The same could be said about Toshiba, which is selling profitable businesses to stave off bankruptcy. Toshiba said yesterday it expects to book a net loss of US$9.1 billion for the current fiscal year, which ends on Friday ‒ a record loss for a Japanese manufacturer. That projected loss is well over double the estimate provided just last month. “Every time they put out an estimate, the loss gets bigger and bigger,” said Zuhair Khan,
an analyst at Jefferies in Tokyo. “I don’t think this is the last cockroach we have seen coming out of Toshiba.”

The BBC noted that Toshiba's share-price has been in freefall, losing more than 60% since the company first unveiled the problems in December 2016. Toshiba president Satoshi Tsunakawa said  at a news conference yesterday: “We have all but completely pulled out of the nuclear business overseas.”

A similar crisis is unfolding in France, which has 58 power reactors but just one under construction. French 'EPR' reactors under construction in France (Flamanville) and Finland are three times over budget ‒ the combined cost overruns for the two reactors amount to about €12.7 billionand counting. The French government is selling assets so it can prop up its heavily indebted nuclear utilities Areva and EDF. The French nuclear industry is in its "worst situation ever" according to former EDF director Gérard Magnin.

Dr Jim Green, national nuclear campaigner with Friends of the Earth Australia, said: "Nuclear lobbyists are abandoning the tiresome rhetoric about a nuclear power renaissance. They are now acknowledging that the industry is in crisis.
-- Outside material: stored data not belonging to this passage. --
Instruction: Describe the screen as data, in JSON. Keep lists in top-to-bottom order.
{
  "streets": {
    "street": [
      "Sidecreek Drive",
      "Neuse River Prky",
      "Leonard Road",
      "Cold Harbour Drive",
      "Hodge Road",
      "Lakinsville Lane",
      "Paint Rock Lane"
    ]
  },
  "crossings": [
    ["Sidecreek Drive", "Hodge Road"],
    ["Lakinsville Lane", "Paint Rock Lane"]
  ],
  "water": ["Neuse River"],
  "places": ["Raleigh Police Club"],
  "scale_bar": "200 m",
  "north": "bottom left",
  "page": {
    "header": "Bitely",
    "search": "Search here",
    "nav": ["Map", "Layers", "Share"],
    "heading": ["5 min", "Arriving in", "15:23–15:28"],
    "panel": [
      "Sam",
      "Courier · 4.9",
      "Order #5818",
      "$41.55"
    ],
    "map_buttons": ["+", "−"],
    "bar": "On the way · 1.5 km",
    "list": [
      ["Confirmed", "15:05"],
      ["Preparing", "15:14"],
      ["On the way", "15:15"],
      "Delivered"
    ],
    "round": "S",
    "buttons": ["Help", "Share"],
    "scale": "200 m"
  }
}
The crisis-ridden US, French and Japanese nuclear industries account for half of worldwide nuclear power generation. Countries with crisis-ridden nuclear programs or nuclear phase-out policies account for more than half of worldwide nuclear power generation. Nuclear industries in some other countries ‒such as the UK ‒ are in deep trouble and are approaching a crisis situation."

"Renewable energy generation doubled over the past decade and strong growth, driven by sharp cost decreases, will continue for the foreseeable future. Conversely, the Hinkley Point project in the UK typifies nuclear power's staggering cost increases ‒ the estimated construction cost is A$40 billion for two reactors," Dr Green said.